Un avviso per Francesco e per i pochi lettori:
non tenete conto di quello che Hugo ha scritto! Questo perché ha ragione, ha ribadito l’essenziale che è come il Tao che, appena definito è già perduto. Hugo indica ciò che si presenta come l’unica azione reale da intraprendere. Massimamente esecrabile poiché vorrebbe toglierci tutte le belle cose che danno un senso spirituale alla nostra vita.
A pane e acqua vorrebbe ridurci!
Seppure a denti stretti sono obbligato a confermare che l’orribile cosa che il biasimevole suddetto ha enunciato, può contenere in sé ogni altra esperienza, poiché è atto e allo stesso tempo cammino e se ci sono cose che devono venire, vengono da sé, secondo un principio di economia spirituale che certamente non sorge per le compiaciute velleità del soggetto ordinario.
Compito di quest’ultimo è solo il mettersi in riga perché le sue eventuali esperienze non verranno mai dallo spirito ma solo dalla sollecitazione abnorme delle sensazioni corporee.
Occorrerebbe rendersi conto, anche con arida chiarezza, che il 99% dell’occulto che gira è questo nulla malato: non porta mai su, piuttosto sempre porta giù.
Al di fuori del mondo di sua competenza, il pensiero ordinario è solo il quid che la corporeità rispecchia, quasi – come affermano i materialisti – una sorta di “secrezione corporea”. E i tanto celebrati sentimenti e volizioni sono ancora più immersi nella sensazione: percepiti perché il pensiero li percepisce.
Dunque chi volesse “espandere la coscienza”, “essere virtuoso”, “giungere all’immaginazione” ecc. meglio per lui sarebbe seguire Swami Abraminanda o il grande poeta indiano o ancora la sacra parola dei Principi della Chiesa: c’è tutto per tutti i gusti.
Sfilandosi subito dalle improvvide righe di Hugo.

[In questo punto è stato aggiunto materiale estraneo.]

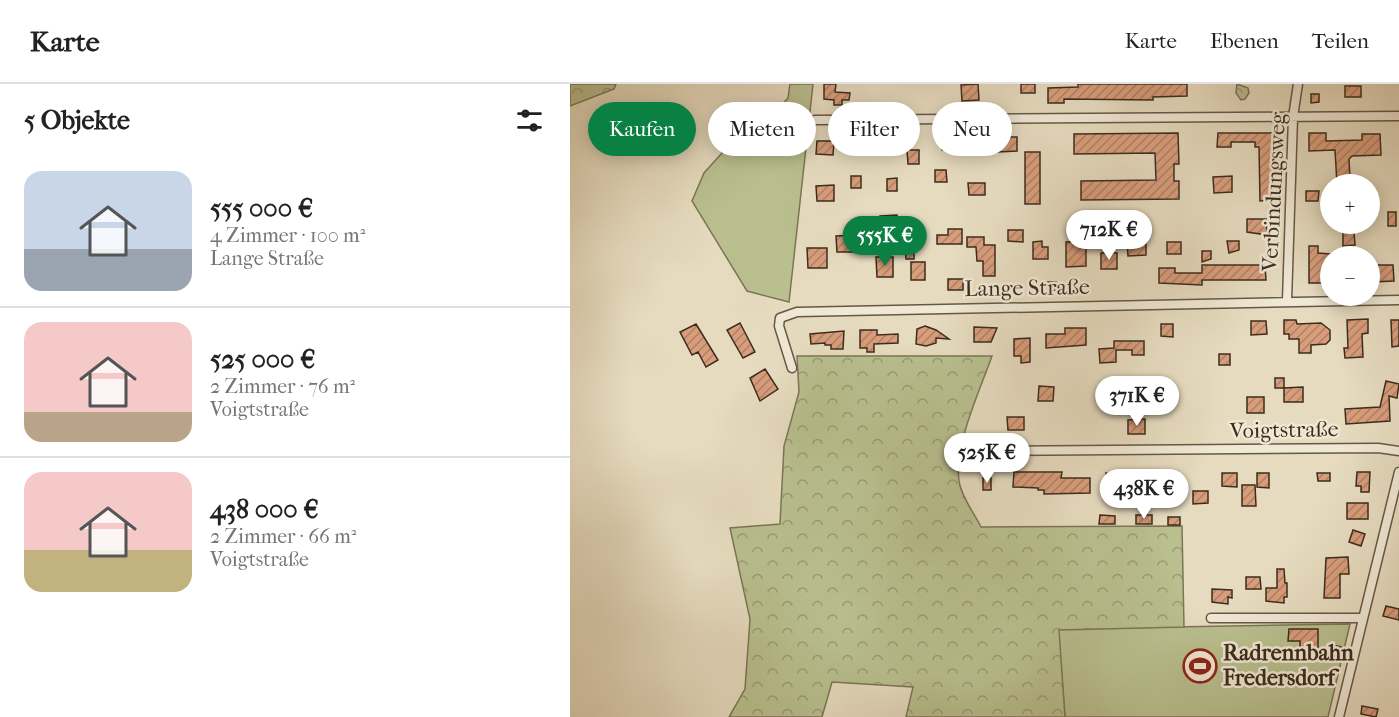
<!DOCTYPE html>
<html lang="de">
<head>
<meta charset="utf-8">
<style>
  :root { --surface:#fff; --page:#f6f6f6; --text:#222; --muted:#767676; --line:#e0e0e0; --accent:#0b8043 }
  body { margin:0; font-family:"IM FELL French Canon",serif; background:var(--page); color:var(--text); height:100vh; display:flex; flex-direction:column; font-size:22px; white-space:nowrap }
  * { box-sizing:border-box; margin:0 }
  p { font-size:20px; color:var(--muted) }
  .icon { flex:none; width:33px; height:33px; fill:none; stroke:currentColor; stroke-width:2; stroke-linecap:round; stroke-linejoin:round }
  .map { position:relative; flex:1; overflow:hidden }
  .drawer { display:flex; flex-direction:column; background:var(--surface); width:570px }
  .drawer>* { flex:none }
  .banner { position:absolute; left:18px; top:18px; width:570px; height:54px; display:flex; gap:12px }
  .tools { position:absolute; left:750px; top:90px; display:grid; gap:12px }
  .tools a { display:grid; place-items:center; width:60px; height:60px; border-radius:50%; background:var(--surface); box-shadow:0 3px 15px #0003; font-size:30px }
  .price { position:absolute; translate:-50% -51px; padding:0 14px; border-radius:21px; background:#fff; color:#222; font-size:20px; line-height:39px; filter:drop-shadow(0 2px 3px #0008) }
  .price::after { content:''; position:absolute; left:50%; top:36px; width:18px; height:14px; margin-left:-9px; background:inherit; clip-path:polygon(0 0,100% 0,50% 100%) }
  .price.current { background:var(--accent); color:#fff }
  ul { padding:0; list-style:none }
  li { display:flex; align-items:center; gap:18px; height:150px; padding:0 24px }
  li+li { border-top:2px solid var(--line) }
  li span { display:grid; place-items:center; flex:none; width:168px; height:120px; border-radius:18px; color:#555 }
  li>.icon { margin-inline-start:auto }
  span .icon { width:72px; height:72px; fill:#fffc; stroke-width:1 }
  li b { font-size:26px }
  h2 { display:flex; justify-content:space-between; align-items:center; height:72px; padding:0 24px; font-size:26px }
  .chip { padding:0 21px; border-radius:27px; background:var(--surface); box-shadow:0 3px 15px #0003; font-size:21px; line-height:54px }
  .chip.current { background:var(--accent); color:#fff }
  header { display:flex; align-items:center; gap:36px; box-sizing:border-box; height:84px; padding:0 30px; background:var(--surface); border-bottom:2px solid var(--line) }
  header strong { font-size:28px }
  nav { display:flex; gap:33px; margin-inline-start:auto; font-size:21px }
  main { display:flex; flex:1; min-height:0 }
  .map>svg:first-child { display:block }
  .grass { fill:#b9bf8f; stroke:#7b7656; stroke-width:1.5 }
  .forest { fill:url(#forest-crowns); stroke:#7b7656; stroke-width:1.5 }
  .building { fill:url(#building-hatch); stroke:#3d2c1d; stroke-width:1.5 }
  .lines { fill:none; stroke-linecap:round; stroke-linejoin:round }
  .minor-casing { stroke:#675846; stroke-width:11 }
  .minor { stroke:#efe8d5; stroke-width:8 }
  .labels { text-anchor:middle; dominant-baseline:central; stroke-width:5; stroke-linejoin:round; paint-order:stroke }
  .street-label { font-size:22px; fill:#3d2c1d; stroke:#efe8d5 }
  .poi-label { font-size:22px; font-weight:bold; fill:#3d2c1d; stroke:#efe8d5; text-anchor:start }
</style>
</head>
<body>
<header>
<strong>Karte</strong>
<nav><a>Karte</a><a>Ebenen</a><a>Teilen</a></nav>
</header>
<main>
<section class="drawer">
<h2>5 Objekte<svg class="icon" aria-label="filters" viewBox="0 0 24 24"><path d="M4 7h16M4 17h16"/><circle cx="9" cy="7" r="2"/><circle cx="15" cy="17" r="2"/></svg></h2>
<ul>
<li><span style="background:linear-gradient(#c9d6e8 65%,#9aa5b1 0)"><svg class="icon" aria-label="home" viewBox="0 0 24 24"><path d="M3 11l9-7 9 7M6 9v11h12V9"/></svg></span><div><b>555 000 €</b><p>4 Zimmer · 100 m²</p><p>Lange Straße</p></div></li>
<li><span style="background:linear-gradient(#f6c9c9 75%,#b9a48a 0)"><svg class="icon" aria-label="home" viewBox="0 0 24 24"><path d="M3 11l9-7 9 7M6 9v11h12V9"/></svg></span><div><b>525 000 €</b><p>2 Zimmer · 76 m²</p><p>Voigtstraße</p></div></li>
<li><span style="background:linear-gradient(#f6c9c9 65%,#c2b280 0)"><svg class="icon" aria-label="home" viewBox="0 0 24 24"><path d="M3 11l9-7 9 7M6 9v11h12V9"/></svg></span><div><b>438 000 €</b><p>2 Zimmer · 66 m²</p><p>Voigtstraße</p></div></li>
</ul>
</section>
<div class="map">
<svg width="829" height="633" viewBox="0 0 829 633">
  <defs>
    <pattern id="forest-crowns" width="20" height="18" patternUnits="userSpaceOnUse" patternTransform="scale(1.5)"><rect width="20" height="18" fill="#b9bf8f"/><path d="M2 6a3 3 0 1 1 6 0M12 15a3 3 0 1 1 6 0" fill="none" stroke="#989b74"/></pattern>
    <pattern id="building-hatch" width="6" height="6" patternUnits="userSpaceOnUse" patternTransform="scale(1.5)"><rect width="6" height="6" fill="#d89d7b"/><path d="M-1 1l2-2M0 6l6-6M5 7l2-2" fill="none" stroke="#b08064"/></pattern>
  </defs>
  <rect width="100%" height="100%" fill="#e6dbbf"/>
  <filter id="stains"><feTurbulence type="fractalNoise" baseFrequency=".00333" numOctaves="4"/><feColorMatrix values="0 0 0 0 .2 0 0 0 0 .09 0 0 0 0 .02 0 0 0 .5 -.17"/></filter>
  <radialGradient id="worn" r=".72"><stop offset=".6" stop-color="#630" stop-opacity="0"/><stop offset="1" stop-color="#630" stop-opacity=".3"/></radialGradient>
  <path class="grass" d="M 220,0 L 243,0 L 219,218 L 177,207 L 122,117 L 134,89 L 160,60 L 190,45 L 218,14 Z
    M 780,540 L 758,633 L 495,633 L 488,545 Z"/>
  <path class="forest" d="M 0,0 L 46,0 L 44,5 L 0,22 Z
    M 667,0 L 678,4 L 679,9 L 675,15 L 671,16 L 666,9 Z
    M 227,272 L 422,272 C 410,306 384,361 389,397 C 391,412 404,429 411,443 L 612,442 L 614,543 L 489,546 L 495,633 L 336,633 L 343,603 L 262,598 L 252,633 L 159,633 L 175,605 L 180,535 L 160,444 L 210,440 L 214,362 L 229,308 Z"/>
  <path class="building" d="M 254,0 L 266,0 L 265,8 L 280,9 L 279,16 L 272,16 L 272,21 L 264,21 L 264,16 L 254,15 Z
    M 408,0 L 409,16 L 392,17 L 391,1 Z
    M 451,0 L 465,0 L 465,9 L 451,9 Z
    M 508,0 L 617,0 L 617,12 L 583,13 L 583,16 L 494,15 L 494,19 L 478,19 L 478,4 L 508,3 Z
    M 775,2 L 791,2 L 791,13 L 775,13 Z
    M 741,10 L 749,10 L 749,18 L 741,19 Z
    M 608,49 L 609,80 L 604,80 L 604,97 L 609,97 L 609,115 L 511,116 L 511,97 L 586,96 L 585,69 L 504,70 L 504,50 Z
    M 648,49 L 703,49 L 703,116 L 690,117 L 689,63 L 685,63 L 685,58 L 661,58 L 661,63 L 647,63 Z
    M 739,49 L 756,49 L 756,57 L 792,56 L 792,50 L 810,50 L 811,71 L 782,72 L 779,75 L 780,95 L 778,95 L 777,100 L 767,100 L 765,66 L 739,67 Z
    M 372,50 L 386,50 L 386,65 L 372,66 Z
    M 428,53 L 447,53 L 447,67 L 428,68 Z
    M 247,57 L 264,57 L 263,71 L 246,70 Z
    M 337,66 L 349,66 L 349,80 L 338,80 Z
    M 455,68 L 470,68 L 470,120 L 455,120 Z
    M 365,86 L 376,86 L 377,98 L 365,98 Z
    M 281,92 L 291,92 L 291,104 L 281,104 Z
    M 662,92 L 662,108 L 644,109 L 643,93 Z
    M 327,94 L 327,107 L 317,107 L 317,95 Z
    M 398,99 L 415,99 L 415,111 L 399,111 Z
    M 264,101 L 264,117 L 247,117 L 246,102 Z
    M 736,107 L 749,107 L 748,117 L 736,117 Z
    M 818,128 L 826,128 L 826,142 L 818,142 Z
    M 327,131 L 328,149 L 311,150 L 310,132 Z
    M 677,135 L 696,135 L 697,151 L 677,148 Z
    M 378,145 L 392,145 L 392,160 L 367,160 L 367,151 L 378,151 Z
    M 438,146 L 453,146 L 453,158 L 438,157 Z
    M 784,148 L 785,161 L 773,162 L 773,149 Z
    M 286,151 L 287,168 L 267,168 L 266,152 Z
    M 397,153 L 414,153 L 414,161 L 425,161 L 425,192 L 413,192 L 413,177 L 407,177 L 406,163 L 397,163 Z
    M 576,156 L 576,171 L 558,172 L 557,157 Z
    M 472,157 L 472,163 L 478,163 L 478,175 L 463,175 L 463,158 Z
    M 516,157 L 516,182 L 496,183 L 496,158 Z
    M 657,157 L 669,157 L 669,166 L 659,169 Z
    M 344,158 L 344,175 L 336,175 L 335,159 Z
    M 597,158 L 611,158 L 611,170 L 597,170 Z
    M 739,162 L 748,162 L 748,169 L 760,170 L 760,182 L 754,182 L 754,199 L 739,199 Z
    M 237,164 L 257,164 L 257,184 L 238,184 Z
    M 632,167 L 641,167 L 641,175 L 632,178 Z
    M 531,169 L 547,169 L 547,185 L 531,185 Z
    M 306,173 L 323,173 L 323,193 L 307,193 Z
    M 341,178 L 355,178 L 355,196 L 341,196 Z
    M 632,181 L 695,181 L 696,196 L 632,196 L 632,201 L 589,199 L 589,184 L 605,184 L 605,189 L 632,189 Z
    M 802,181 L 823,181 L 824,197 L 802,198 Z
    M 378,195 L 393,195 L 393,206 L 378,206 Z
    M 478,198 L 486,198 L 486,206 L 478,206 Z
    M 434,201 L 443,201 L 443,210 L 434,210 Z
    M 798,235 L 798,249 L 792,250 L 793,273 L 775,274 L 774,264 L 778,264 L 777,236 Z
    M 714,236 L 726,236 L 727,240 L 751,239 L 760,246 L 760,256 L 756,260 L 741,261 L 741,269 L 729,269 L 729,255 L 719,255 L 719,250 L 714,250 Z
    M 821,236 L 829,236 L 829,262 L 822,263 Z
    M 681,237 L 696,237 L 697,250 L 681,251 Z
    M 170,239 L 185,268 L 173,274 L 157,246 Z
    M 126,240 L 148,276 L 136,283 L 128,268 L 122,271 L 110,248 Z
    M 591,240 L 603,240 L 603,253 L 591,252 Z
    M 355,242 L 366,246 L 379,255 L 366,254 L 366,259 L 356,262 L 346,260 L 347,245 Z
    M 404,243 L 427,244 L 421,258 L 404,258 Z
    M 495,244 L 516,244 L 516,261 L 476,264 L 476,250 L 495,250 Z
    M 290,246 L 307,246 L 307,251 L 328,250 L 328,259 L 304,260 L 304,268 L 297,268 L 297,264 L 290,264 Z
    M 274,247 L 273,265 L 261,265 L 261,261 L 255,261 L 255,259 L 241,260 L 240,250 Z
    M 460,254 L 460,278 L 451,279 L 451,272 L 444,272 L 444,255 Z
    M 544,257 L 574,257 L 574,271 L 562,271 L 562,266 L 546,266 L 546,278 L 530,279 L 529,265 L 544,264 Z
    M 649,270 L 660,270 L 660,281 L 649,281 Z
    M 195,285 L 208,305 L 190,317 L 180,294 Z
    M 705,294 L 714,294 L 714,304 L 705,304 Z
    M 816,297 L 829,300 L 827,314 L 819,312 L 820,337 L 776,340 L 775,325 L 810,323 Z
    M 469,302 L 484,303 L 483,317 L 468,317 Z
    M 733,303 L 733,318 L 714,318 L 714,304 Z
    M 677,313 L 694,313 L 694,329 L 677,329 Z
    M 437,333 L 454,333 L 454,346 L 438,346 Z
    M 575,335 L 575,350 L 558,350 L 558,336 Z
    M 444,388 L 492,388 L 491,394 L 520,394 L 520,409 L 474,410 L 474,406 L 468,406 L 468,404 L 443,403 Z
    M 787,388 L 800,388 L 799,408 L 791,408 L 791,402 L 786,402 Z
    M 536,389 L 606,393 L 607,405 L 576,404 L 576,407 L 560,407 L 560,403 L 536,404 Z
    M 652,389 L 667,389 L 667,403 L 652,402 Z
    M 687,389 L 699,389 L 699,404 L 687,403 Z
    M 747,389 L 760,389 L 760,397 L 748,397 Z
    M 413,394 L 421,394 L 421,406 L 413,406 Z
    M 672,401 L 685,401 L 686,422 L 672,422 Z
    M 623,407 L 638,407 L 638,419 L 623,420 Z
    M 777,419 L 798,419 L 798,435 L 777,435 Z
    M 530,431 L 545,432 L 545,440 L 529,440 Z
    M 566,431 L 582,431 L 582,440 L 566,440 Z
    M 598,433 L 610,433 L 610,441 L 598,441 Z
    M 783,446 L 795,450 L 791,462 L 779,458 Z
    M 778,473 L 779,490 L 770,490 L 770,514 L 754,514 L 756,474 Z
    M 707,485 L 714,485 L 715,499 L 717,499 L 717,513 L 714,513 L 714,519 L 696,517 L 696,504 L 707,504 Z
    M 676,493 L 690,493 L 691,505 L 676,505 Z
    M 642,505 L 662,506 L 662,514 L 658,513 L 658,520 L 642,518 Z
    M 816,522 L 829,525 L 829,536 L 813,532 Z
    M 719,545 L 748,545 L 748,564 L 730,563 L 730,557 L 718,557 Z
    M 763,561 L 771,563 L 768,576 L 760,574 Z
    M 792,622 L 808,625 L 806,633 L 791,630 Z"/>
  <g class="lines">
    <g class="minor-casing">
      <path id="minor" d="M 245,36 L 829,32
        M 717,217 L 723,33 L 728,0
        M 222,284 L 209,242 L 210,234 L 227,228 L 829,216
        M 419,367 L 808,364 L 829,367
        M 641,534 L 793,534
        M 769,633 L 829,388"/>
    </g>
    <use href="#minor" class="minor"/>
  </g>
  <defs>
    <g id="stadium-ring" transform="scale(1.725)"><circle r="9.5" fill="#efe8d5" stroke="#8f2418" stroke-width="1.5"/><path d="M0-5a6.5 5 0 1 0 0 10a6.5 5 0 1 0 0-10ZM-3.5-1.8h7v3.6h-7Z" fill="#8f2418"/></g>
  </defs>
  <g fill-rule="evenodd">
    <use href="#stadium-ring" x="630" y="582"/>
  </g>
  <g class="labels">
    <g class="street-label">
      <text transform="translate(704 108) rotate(-87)">Verbindungsweg</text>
      <text transform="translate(457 204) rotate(-1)">Lange Straße</text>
      <text transform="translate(714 346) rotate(-1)">Voigtstraße</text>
    </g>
    <g class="poi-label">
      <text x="653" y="569">Radrennbahn<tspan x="653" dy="25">Fredersdorf</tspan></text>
    </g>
  </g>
  <rect width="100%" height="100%" filter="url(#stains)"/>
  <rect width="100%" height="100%" fill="url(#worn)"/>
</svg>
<div class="tools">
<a>+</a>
<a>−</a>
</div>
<b class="price" style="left:539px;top:177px">712K €</b>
<b class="price current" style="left:315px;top:183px">555K €</b>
<b class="price" style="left:567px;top:343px">371K €</b>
<b class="price" style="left:417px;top:400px">525K €</b>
<b class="price" style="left:574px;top:436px">438K €</b>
<div class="banner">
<a class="chip current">Kaufen</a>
<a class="chip">Mieten</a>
<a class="chip">Filter</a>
<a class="chip">Neu</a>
</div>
</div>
</main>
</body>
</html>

Il “pane & acqua” lo accetto e so che è la base di tutto. Però, ragazzi, se dopo, e nonostante questo, uno ha un dubbio…..All’inizio del mio cammino F. G. mi assicurò, e mi convinse, che la concentrazione è autocorrettiva, e in fondo è a questo che allude Hugo.Mi va benissimo e sono sicuro di esserne all’altezza (e in fondo la risposta a quanto ho chiesto io ce l’ho già), però una controllatina alle gomme e all’olio ogni tanto va anche fatta fare.
Sì, questo è giusto: fare, fare e controllare. Abbiamo nella biblioteca di Eco 4 articoli di “Antonio” (Scaligero) che sono una sintesi stupenda…dove l’Autore non ti dà nessuna scusa per fraintendere: stazione di servizio completo!!